Reflections

by Moses Malebana 

Destiny!

Coming into my honours and taking a year out of my medical studies was not an easy decision to make. I came into honours because I wanted to get involved in research at some point in the future. That was the only reason I had, but I kept getting haunted by these questions in my mind. I kept thinking, is it really worth it? Is it worth adding one more year to my Medical degree? Is it worth delaying my dream of flying my parents into Cape Town to see their son graduating as a medical doctor? And what if I don’t even enjoy it? I took a leap of faith and went ahead to do my honours and seeing where I am and how everything turned out to be, I think this is the best decision I ever made.

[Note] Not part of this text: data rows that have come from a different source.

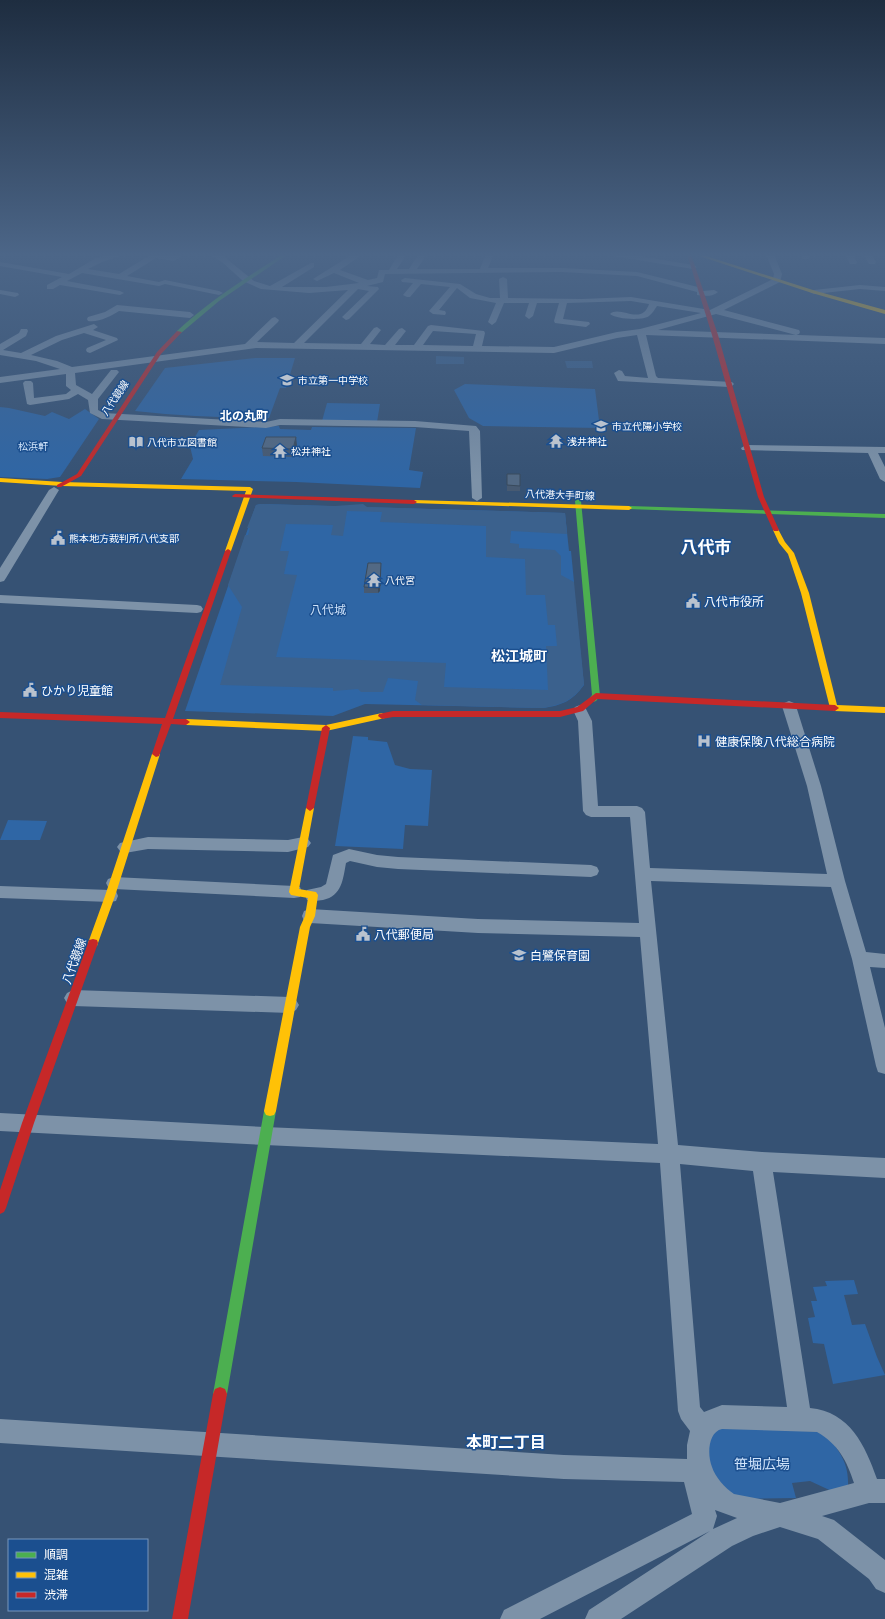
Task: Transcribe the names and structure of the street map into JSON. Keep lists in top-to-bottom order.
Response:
{
  "streets": {
    "main road": ["八代鏡線", "八代港大手町線"]
  },
  "crossings": [
    ["八代鏡線", "八代港大手町線"]
  ],
  "districts": [
    "北の丸町",
    "八代市",
    "松江城町",
    "本町二丁目"
  ],
  "parks": ["松浜軒", "八代城", "笹堀広場"],
  "places": {
    "school or university": ["市立第一中学校", "市立代陽小学校", "白鷺保育園"],
    "temple": ["浅井神社", "松井神社", "八代宮"],
    "library": ["八代市立図書館"],
    "public building": [
      "熊本地方裁判所八代支部",
      "八代市役所",
      "ひかり児童館",
      "八代郵便局"
    ],
    "hospital": ["健康保険八代総合病院"]
  },
  "legend": ["順調", "混雑", "渋滞"]
}
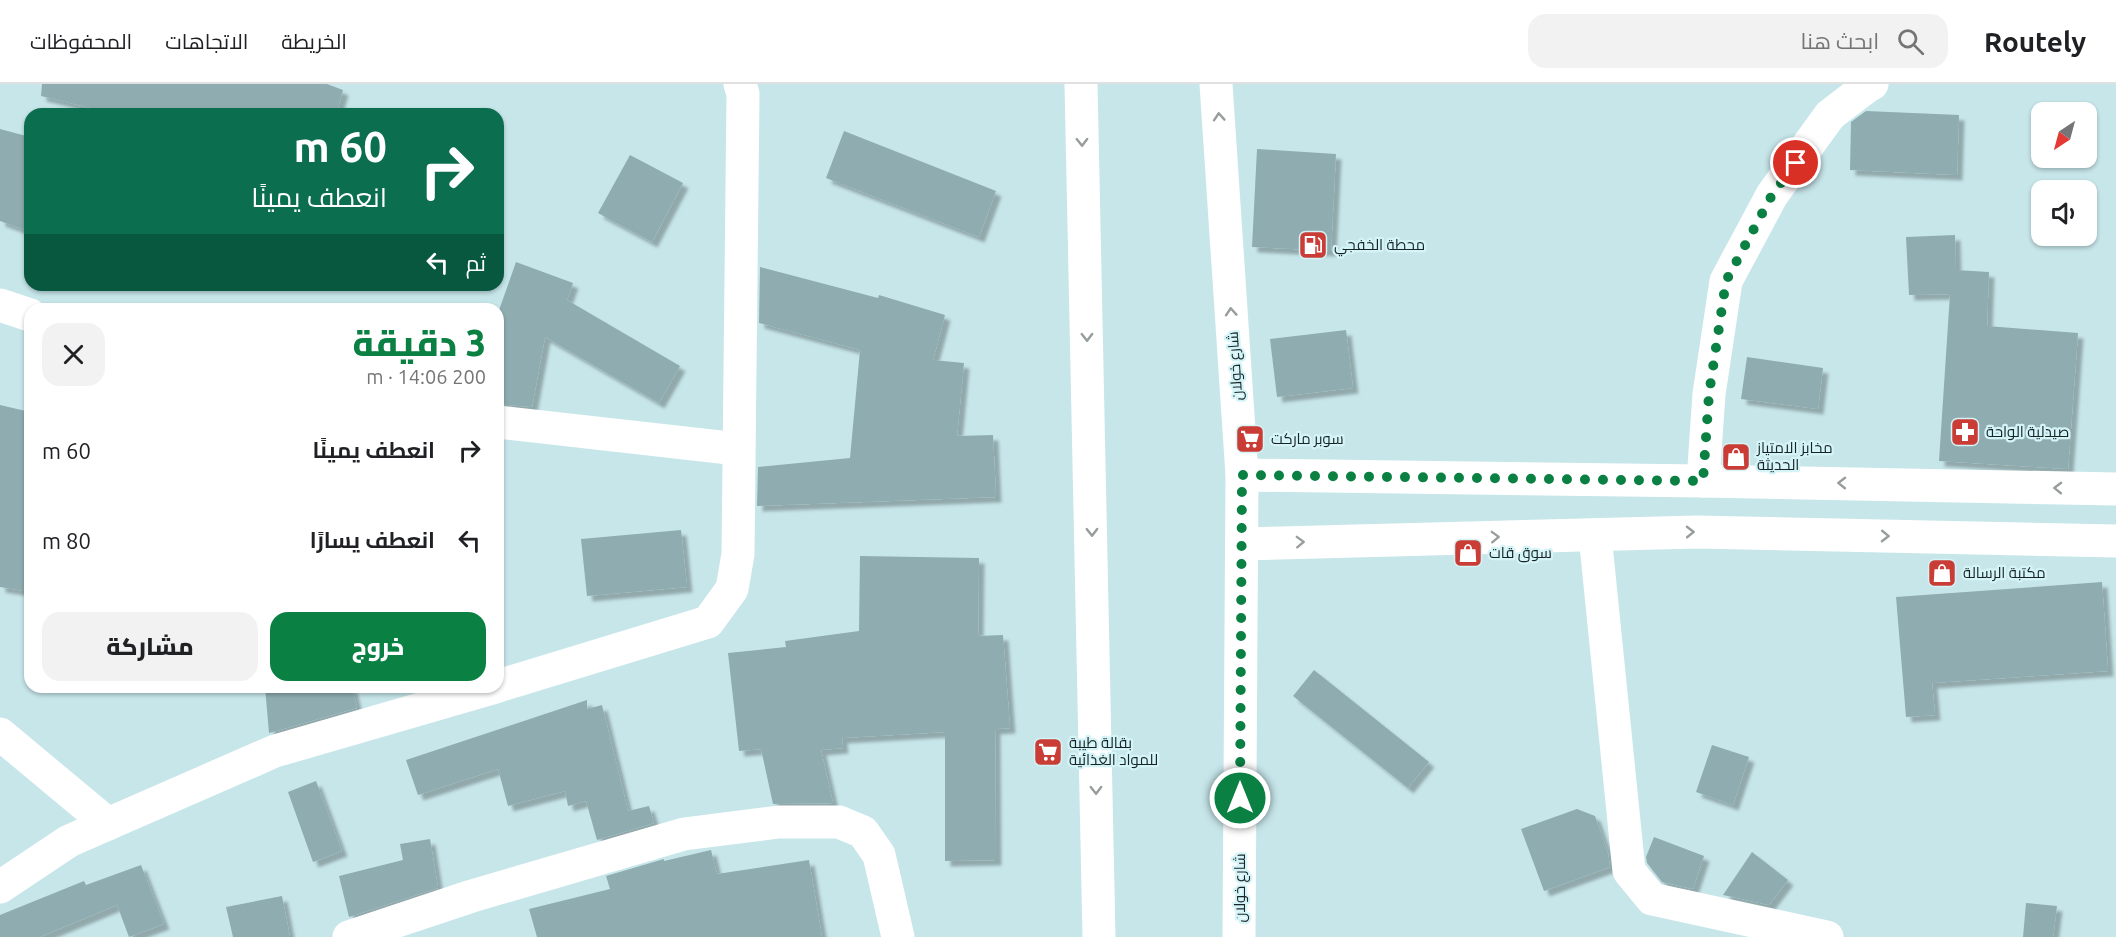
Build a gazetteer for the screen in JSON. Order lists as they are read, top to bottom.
{
  "streets": {
    "street": ["شارع خولان"]
  },
  "places": {
    "fuel station": ["محطة الخفجي"],
    "pharmacy": ["صيدلية الواحة"],
    "supermarket": ["سوبر ماركت", "بقالة طيبة للمواد الغذائية"],
    "shop": ["مخابز الامتياز الحديثة", "سوق قات", "مكتبة الرسالة"]
  },
  "north": "bottom left",
  "page": {
    "header": "Routely",
    "search": "ابحث هنا",
    "nav": ["الخريطة", "الاتجاهات", "المحفوظات"],
    "turn": ["60 m", "انعطف يمينًا"],
    "then": "ثم",
    "heading": ["3 دقيقة", "200 m · 14:06"],
    "list": [
      {
        "name": "انعطف يمينًا",
        "value": "60 m"
      },
      {
        "name": "انعطف يسارًا",
        "value": "80 m"
      }
    ],
    "buttons": ["خروج", "مشاركة"]
  }
}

There is relatively more “free time” in honours and that has given me a space to reflect on my life, my goals and aspirations which I feel were much needed. Academically, doing Medical Biochemistry has given me exactly what I was looking for. Being lectured by such enthusiastic experts has been a great experience. Most of them used to lecture me in my undergrad, but this time around I got to meet each of them individually and more intimately which has been an amazing experience so far.

The only downside has been the lab work, I wasn’t aware that the work can be so repetitive. You spend days doing experiments to prepare your samples for the actual experiment which might not even work in the end. Then you have to repeat that again and again until you get it right (which is also not guaranteed by the way 😅).

Overall, I learnt the greatest lesson this year, and that’s the importance of following your destiny. You might not be sure what you’re getting yourself into sometimes, but if that’s where you’re meant to go the road will become clearer and clearer as you go. This has been the story of my life!